The very presence of Americans in Afghanistan trod on a sense of Afghan identity that incorporated national pride, a long history of fighting outsiders and a religious commitment to defend the homeland. It prodded men and women to defend their honor, their religion and their home. It dared young men to fight. It sapped the will of Afghan soldiers and police. The Taliban’s ability to link their cause to the very meaning of being Afghan was a crucial factor in America’s defeat.
This explanation has been underappreciated by American leaders and experts, myself included. We believed things were possible in Afghanistan — defeat of the Taliban or enabling the Afghan government to stand on its own — that probably were not.

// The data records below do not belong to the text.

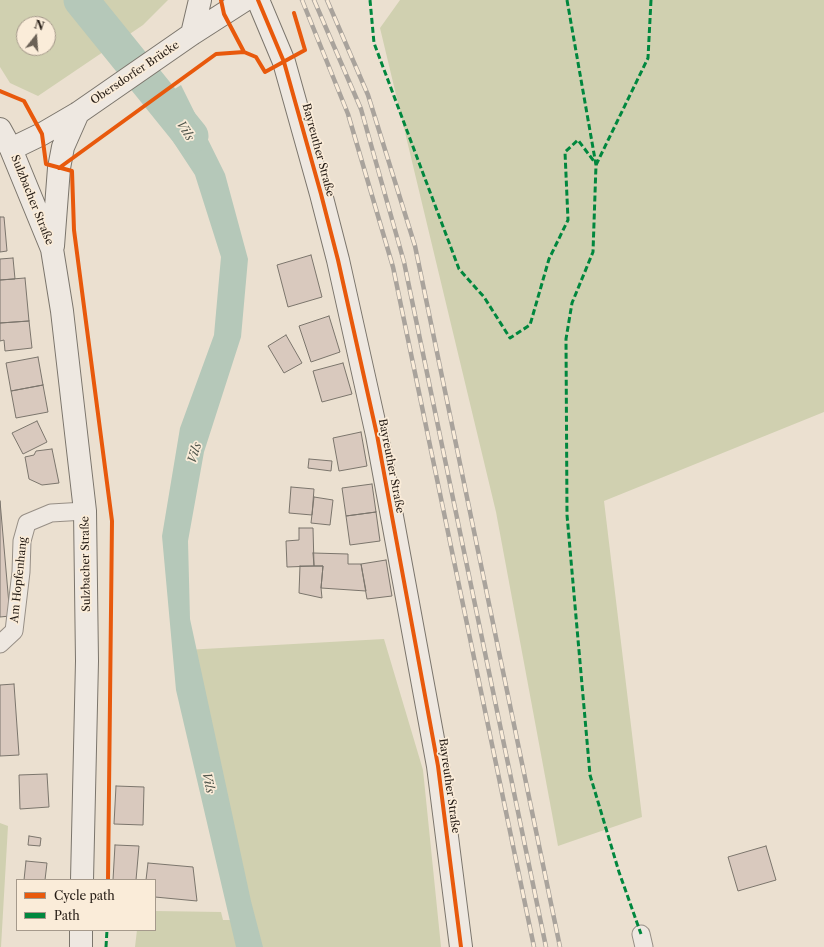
<!DOCTYPE html>
<html>
<head>
<meta charset="utf-8">
<style>
	body { margin:0 }
	#map { position:relative; width:824px; height:947px; overflow:hidden; background:#ebe0d0; font-family:"Libre Caslon Text",serif }
	canvas { display:block }
	.legend { position:absolute; left:16px; top:879px; width:140px; height:52px; box-sizing:border-box; background:#faecd9; border:1px solid #a5998b; margin:0; padding:5px 7px; list-style:none; font-size:12px; color:#251c15 }
	.legend li { display:flex; align-items:center; gap:8px; height:20px }
	.legend b { width:20px; border:1px solid #a5998b }
	.north { position:absolute; left:16px; top:16px; width:40px; height:40px; box-sizing:border-box; background:#faecd9; border:1px solid #a5998b; border-radius:50%; rotate:17deg; font-size:11px; font-weight:700; line-height:16px; text-align:center; color:#251c15 }
	.north::after { content:''; display:block; margin:auto; width:14px; height:18px; background:#6a6156; clip-path:polygon(50% 0,100% 100%,50% 72%,0 100%) }
</style>
</head>
<body>
<div id="map">
<canvas width="824" height="947"></canvas>
<ul class="legend">
<li><b style="height:5px;background:#e8590c"></b>Cycle path</li>
<li><b style="height:5px;background:#00873e"></b>Path</li>
</ul>
<div class="north">N</div>
</div>
<script>
const ctx = document.querySelector('canvas').getContext('2d');
ctx.lineJoin = 'round';
function fillPath(path, color) {
  ctx.fillStyle = color;
  ctx.fill(path, 'evenodd');
}
function poly(rows) {
  const path = new Path2D();
  for (const r of rows) {
    path.moveTo(r[0], r[1]);
    for (let i = 2; i < r.length; i += 2) path.lineTo(r[i], r[i + 1]);
  }
  return path;
}
function stroke(path, color, width, dash) {
  ctx.strokeStyle = color;
  ctx.lineWidth = width;
  ctx.lineCap = dash ? 'butt' : 'round';
  ctx.setLineDash(dash || []);
  ctx.stroke(path);
}
function write(font, color, halo, rows, align = 'center') {
  ctx.font = font + ' "Libre Caslon Text",serif';
  ctx.lineWidth = 3.5;
  ctx.setLineDash([]);
  ctx.textBaseline = 'middle';
  ctx.strokeStyle = halo;
  ctx.fillStyle = color;
  for (const [text, x, y, turn = 0] of rows) {
    ctx.save();
    ctx.translate(x, y);
    ctx.rotate((+turn || 0) * Math.PI / 180);
    ctx.textAlign = isNaN(turn) ? turn : align;
    if (halo) ctx.strokeText(text, 0, 0);
    ctx.fillText(text, 0, 0);
    ctx.restore();
  }
}
fillPath(poly([
	[0,0,168,0,143,25,38,96,10,83,0,67],
	[24,24,48,24,48,48,24,48],
	[400,0,824,0,824,412,604,501,642,817,558,846,496,512,380,28],
	[384,639,423,770,441,947,135,947,137,930,155,930,155,911,221,912,223,920,250,920,185,650],
	[0,823,8,826,1,947,0,947]
]), '#d0d0b0');
fillPath(poly([
	[181,85,225,174,248,259,241,337,204,452,188,541,190,619,251,901,263,947,236,947,176,690,162,536,180,428,214,335,221,257,195,175,149,105]
]), '#b5c8b9');
stroke(poly([
	[81,0,191,136]
]), '#b5c8b9', 35);
const building = poly([
	[0,217,4,217,7,251,0,252,0,217],
	[311,255,322,297,288,307,277,265,311,255],
	[13,258,15,279,0,280,0,259,13,258],
	[25,278,29,321,0,323,0,280,25,278],
	[329,316,340,352,311,362,299,326,329,316],
	[29,321,32,348,5,351,4,340,0,341,0,323,29,321],
	[286,335,302,363,284,373,268,346,286,335],
	[38,357,43,385,11,391,6,363,38,357],
	[343,363,352,394,322,402,313,371,343,363],
	[43,385,48,412,16,418,11,391,43,385],
	[37,421,47,442,23,454,12,433,37,421],
	[361,432,367,466,339,471,333,438,361,432],
	[52,449,59,483,42,485,29,479,25,457,34,455,36,451,52,449],
	[309,459,332,461,331,471,308,468,309,459],
	[372,484,376,512,346,516,342,488,372,484],
	[291,487,314,489,312,515,289,513,291,487],
	[314,497,333,500,330,525,311,523,314,497],
	[0,501,10,616,0,617,0,501],
	[376,512,380,541,350,545,346,516,376,512],
	[299,528,313,528,314,566,287,567,286,541,299,540,299,528],
	[313,553,348,554,348,564,361,564,366,591,321,588,323,566,314,566,313,553],
	[386,560,392,596,367,599,361,564,386,560],
	[300,566,323,566,321,588,322,598,299,593,300,566],
	[14,684,19,755,0,756,0,685,14,684],
	[47,774,49,807,20,809,19,775,47,774],
	[116,786,144,787,143,825,114,824,116,786],
	[29,836,41,838,40,846,28,845,29,836],
	[115,845,139,846,136,880,113,880,115,845],
	[766,846,776,880,738,891,728,857,766,846],
	[26,861,47,863,45,880,24,880,26,861],
	[148,863,193,867,197,901,155,897,155,880,146,880,148,863]
]);
fillPath(building, '#d9c9be');
stroke(building, '#7b756c', 1);
const street = poly([
	[0,644,14,631,21,572,22,541,27,523,51,513,85,511],
	[641,934,644,947]
]);
const secondary = poly([
	[258,0,284,62,321,194,338,260,377,435,438,766,461,947],
	[192,34,200,0],
	[0,129,11,149,52,249,62,311,85,511,87,661,82,880],
	[11,149,42,134,78,113,192,34,245,0],
	[53,246,59,168,63,147,78,113],
	[81,947,81,930]
]);
stroke(street, '#978f86', 19);
stroke(secondary, '#7b756c', 24);
stroke(street, '#eee8e1', 17);
stroke(secondary, '#eee8e1', 22);
const rail = poly([
	[302,0,348,114,393,267,534,947],
	[314,0,361,109,404,262,546,947],
	[327,0,368,95,415,246,560,947]
]);
stroke(rail, '#a9a39c', 4.5);
stroke(rail, '#faecd9', 3, [9]);
stroke(poly([
	[370,0,374,43,459,269,484,297,510,338,530,325,549,259,568,220,565,152,578,140,596,164],
	[567,0,596,165,593,252,572,303,566,339,567,515,590,775,619,872,641,934],
	[596,165,648,58,651,0],
	[106,947,107,930]
]), '#00873e', 3, [6, 3]);
stroke(poly([
	[221,0,224,14,244,52],
	[258,0,284,62,321,194,338,260,377,435,438,766,461,947],
	[0,91,24,101,42,134,46,164,72,171,74,230,112,521,108,880],
	[59,168,216,54,244,52,256,57,265,72,305,50,294,13]
]), '#e8590c', 4);
write('11px', '#251c15', '#faecd9', [
	["Obersdorfer Brücke",135,73,-34],
	["Bayreuther Straße",318,150,75],
	["Sulzbacher Straße",32,200,68],
	["Bayreuther Straße",391,466,79],
	["Sulzbacher Straße",86,564,-91],
	["Am Hopfenhang",19,580,-84],
	["Bayreuther Straße",449,786,82]
]);
write('italic 12px', '#4f554b', '#faecd9', [
	["Vils",185,131,57],
	["Vils",195,453,-73],
	["Vils",208,783,79]
]);
</script>
</body>
</html>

Gosh, you think? What the hell did these eggheads think that the Taliban were?! It’s like a senior American expert in 1945 writing that it was surprising to discover that the Nazis really cared a lot about race. This is what happens when you have an elite that is wholly secular, and incapable of thinking outside that narrow box. Why did they tap Ghani as president? Because he was the most secularized, technocratic Afghan politician — somebody American experts could understand, but also someone incapable of inspiring loyalty among Afghanis.
The bottom line is that institutional America, homo secularis, was taking on the Taliban, homo religiosus and the Taliban won. The point here is that most men are motivated by more than dollars and cents and that sometimes the intangibles are far more important. But what's also important to note here is that Islam reinforced identity. America was caught in a a rather interesting bind. To be tolerant, it had to allow Islam to flourish but Islam was opposed to America. There was a fundamental incompatibility that doomed the US project from the outset.
Christianity, once, also reinforced identity. De Gaulle's opposition to the U.S. and E.U. hedgemony was rooted in his Christian sense of the identity of France. It wasn't xenophobia as much as his Christianity that pushed him hard in rejecting anything the compromised his sense of French identity. De Gaulle and the Taliban may come from different religious faiths, but both understand the teaching, "what does it profit a man to gain the world but lose his soul?
The secular man has no such understanding.
*The mosque in the background of the image is a nice touch.